> [Work order] Return copies of the lines below that mention "canvas".

╭──

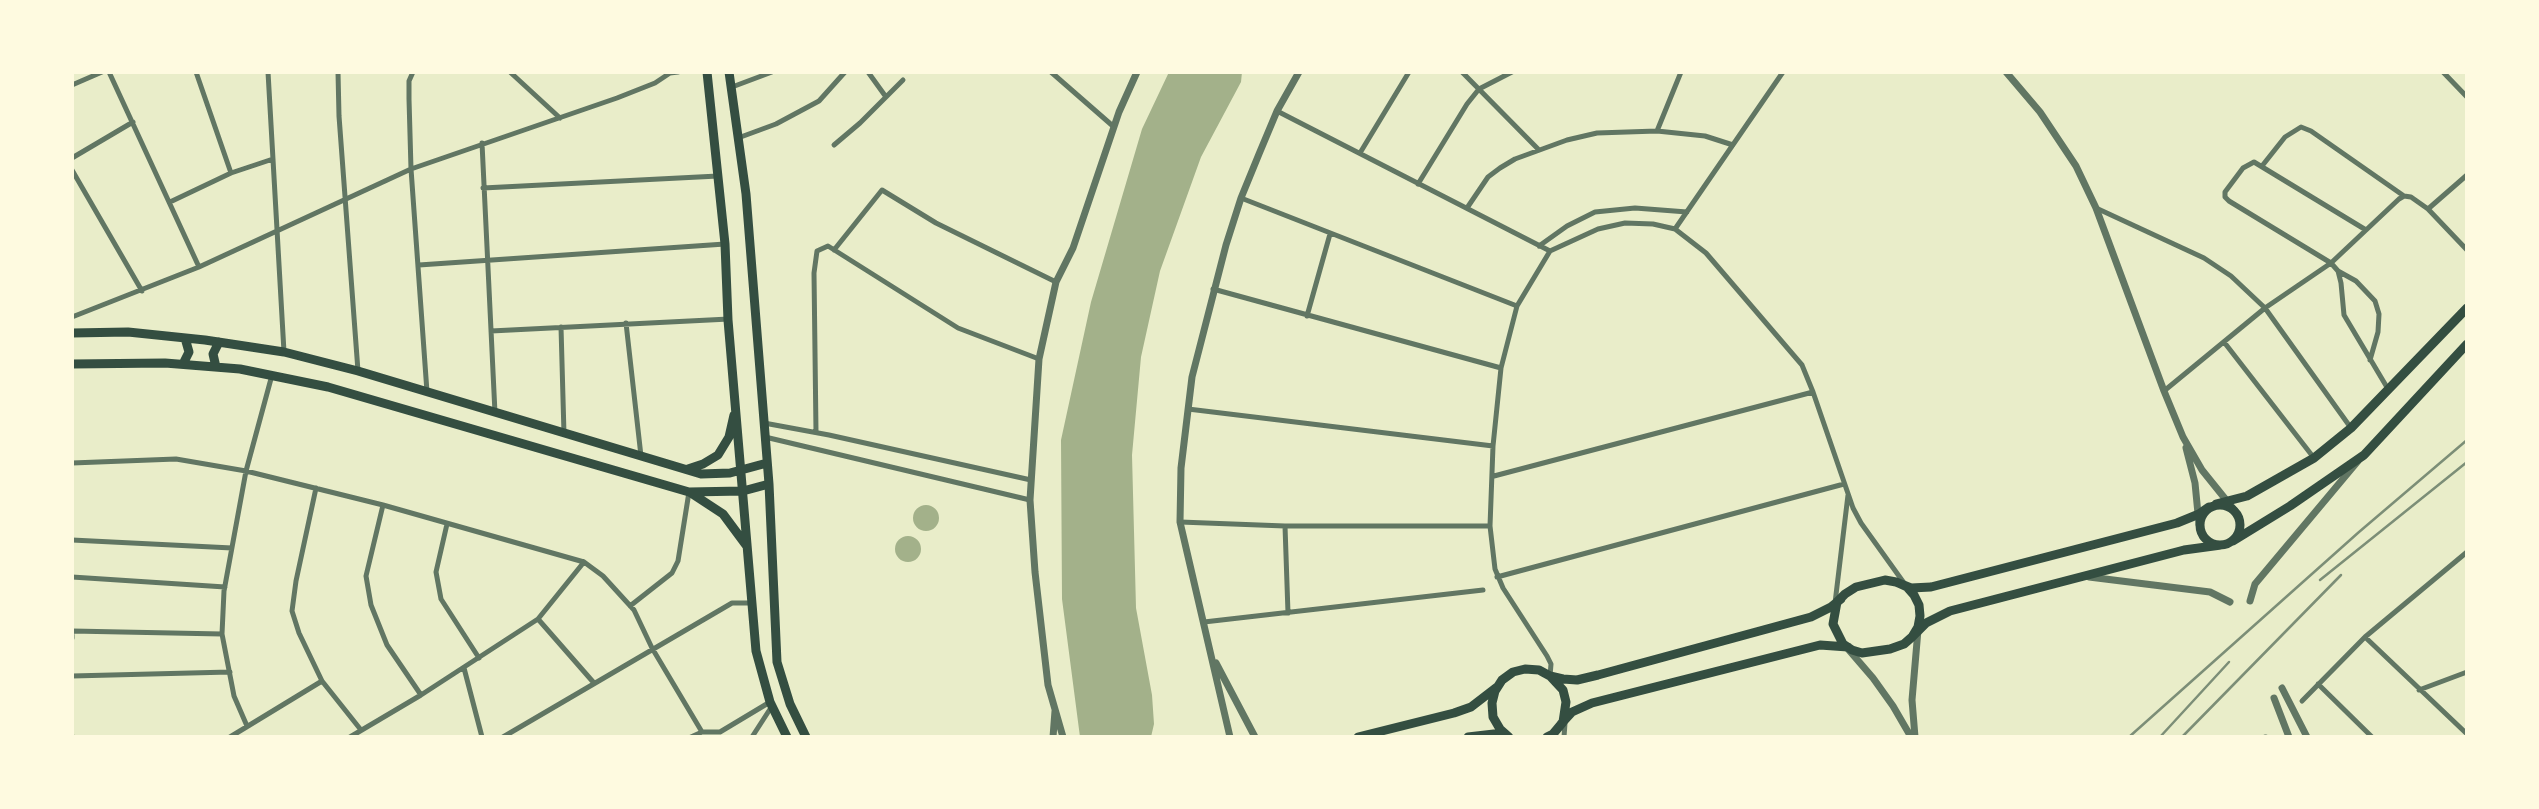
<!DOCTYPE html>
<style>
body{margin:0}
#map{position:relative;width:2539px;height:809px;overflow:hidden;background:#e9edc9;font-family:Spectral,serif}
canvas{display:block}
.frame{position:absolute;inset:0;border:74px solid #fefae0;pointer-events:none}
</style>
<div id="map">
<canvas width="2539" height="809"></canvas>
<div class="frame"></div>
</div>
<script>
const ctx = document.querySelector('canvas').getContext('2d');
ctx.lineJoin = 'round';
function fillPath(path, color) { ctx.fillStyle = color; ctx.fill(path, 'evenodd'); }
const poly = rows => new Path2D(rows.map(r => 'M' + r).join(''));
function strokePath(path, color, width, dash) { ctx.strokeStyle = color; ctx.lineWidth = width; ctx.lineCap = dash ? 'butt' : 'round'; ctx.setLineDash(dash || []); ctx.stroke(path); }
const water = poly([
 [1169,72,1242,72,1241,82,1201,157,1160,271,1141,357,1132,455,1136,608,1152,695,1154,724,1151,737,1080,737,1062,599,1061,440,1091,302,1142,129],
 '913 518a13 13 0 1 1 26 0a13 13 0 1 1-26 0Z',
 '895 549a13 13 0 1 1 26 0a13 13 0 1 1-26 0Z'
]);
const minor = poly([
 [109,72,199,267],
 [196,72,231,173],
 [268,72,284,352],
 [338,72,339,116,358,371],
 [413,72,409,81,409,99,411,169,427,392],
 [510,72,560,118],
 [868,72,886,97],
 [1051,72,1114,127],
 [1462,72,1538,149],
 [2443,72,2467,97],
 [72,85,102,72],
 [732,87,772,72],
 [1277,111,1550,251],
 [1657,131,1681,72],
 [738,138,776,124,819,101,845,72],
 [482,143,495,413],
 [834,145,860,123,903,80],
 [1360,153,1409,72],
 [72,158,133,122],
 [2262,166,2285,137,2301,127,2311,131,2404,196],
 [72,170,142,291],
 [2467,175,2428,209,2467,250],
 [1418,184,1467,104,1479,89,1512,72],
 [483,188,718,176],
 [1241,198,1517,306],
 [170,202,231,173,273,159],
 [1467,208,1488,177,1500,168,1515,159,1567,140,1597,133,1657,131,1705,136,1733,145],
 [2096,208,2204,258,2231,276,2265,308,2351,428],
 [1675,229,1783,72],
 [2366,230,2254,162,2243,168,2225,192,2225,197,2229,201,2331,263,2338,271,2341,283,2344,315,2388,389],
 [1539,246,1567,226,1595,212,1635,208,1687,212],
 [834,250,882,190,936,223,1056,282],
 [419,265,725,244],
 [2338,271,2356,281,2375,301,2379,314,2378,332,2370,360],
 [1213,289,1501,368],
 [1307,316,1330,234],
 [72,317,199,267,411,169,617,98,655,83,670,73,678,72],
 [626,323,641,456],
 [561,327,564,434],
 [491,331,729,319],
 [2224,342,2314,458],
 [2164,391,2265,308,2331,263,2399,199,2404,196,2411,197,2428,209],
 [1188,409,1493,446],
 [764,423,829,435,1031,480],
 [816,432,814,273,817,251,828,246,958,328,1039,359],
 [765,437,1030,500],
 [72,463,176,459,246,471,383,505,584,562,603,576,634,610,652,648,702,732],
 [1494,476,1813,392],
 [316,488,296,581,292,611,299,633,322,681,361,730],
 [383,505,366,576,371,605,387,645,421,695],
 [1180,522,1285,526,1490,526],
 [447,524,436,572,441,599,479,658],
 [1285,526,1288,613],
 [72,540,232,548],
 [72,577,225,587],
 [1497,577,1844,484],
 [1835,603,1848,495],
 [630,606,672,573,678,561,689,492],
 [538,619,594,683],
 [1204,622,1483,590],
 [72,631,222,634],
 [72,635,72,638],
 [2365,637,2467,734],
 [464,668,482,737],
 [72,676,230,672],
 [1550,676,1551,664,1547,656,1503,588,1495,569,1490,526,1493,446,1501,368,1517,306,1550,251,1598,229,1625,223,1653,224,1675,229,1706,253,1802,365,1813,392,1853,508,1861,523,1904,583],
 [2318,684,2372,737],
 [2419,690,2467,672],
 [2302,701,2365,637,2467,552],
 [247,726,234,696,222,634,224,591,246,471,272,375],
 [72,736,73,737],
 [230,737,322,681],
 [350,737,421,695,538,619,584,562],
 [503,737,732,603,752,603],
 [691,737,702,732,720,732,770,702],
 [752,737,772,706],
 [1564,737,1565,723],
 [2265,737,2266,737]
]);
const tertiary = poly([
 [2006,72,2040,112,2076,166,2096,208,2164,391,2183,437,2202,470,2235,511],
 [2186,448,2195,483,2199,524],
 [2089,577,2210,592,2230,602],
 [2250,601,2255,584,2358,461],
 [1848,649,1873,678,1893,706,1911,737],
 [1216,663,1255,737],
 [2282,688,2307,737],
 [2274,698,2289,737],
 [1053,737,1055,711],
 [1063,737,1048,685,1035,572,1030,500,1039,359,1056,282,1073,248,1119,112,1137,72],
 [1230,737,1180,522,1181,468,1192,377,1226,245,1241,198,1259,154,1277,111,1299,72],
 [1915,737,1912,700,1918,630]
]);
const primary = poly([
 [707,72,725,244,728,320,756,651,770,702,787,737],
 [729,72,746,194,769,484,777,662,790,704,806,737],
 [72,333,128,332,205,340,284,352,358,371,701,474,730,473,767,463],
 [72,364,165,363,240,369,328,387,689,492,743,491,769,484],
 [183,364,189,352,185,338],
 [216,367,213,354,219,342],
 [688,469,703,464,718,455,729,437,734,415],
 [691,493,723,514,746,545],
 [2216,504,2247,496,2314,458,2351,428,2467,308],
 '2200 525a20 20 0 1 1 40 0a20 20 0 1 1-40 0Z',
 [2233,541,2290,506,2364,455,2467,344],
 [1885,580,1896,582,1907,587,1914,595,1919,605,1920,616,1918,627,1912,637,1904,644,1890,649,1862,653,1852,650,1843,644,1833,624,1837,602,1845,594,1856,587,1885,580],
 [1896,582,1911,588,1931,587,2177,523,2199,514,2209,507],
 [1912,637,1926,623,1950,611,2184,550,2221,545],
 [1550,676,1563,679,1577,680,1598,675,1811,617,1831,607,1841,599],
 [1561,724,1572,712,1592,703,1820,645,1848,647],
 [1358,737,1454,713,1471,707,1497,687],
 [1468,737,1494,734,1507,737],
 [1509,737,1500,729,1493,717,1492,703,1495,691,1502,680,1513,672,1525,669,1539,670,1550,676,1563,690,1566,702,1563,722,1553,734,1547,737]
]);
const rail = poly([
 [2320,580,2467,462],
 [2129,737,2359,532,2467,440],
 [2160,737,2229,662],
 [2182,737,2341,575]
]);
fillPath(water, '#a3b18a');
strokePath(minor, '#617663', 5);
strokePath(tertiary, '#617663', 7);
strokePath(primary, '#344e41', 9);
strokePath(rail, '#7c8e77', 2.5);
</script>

╰──

> [The answer]
canvas{display:block}
<canvas width="2539" height="809"></canvas>
const ctx = document.querySelector('canvas').getContext('2d');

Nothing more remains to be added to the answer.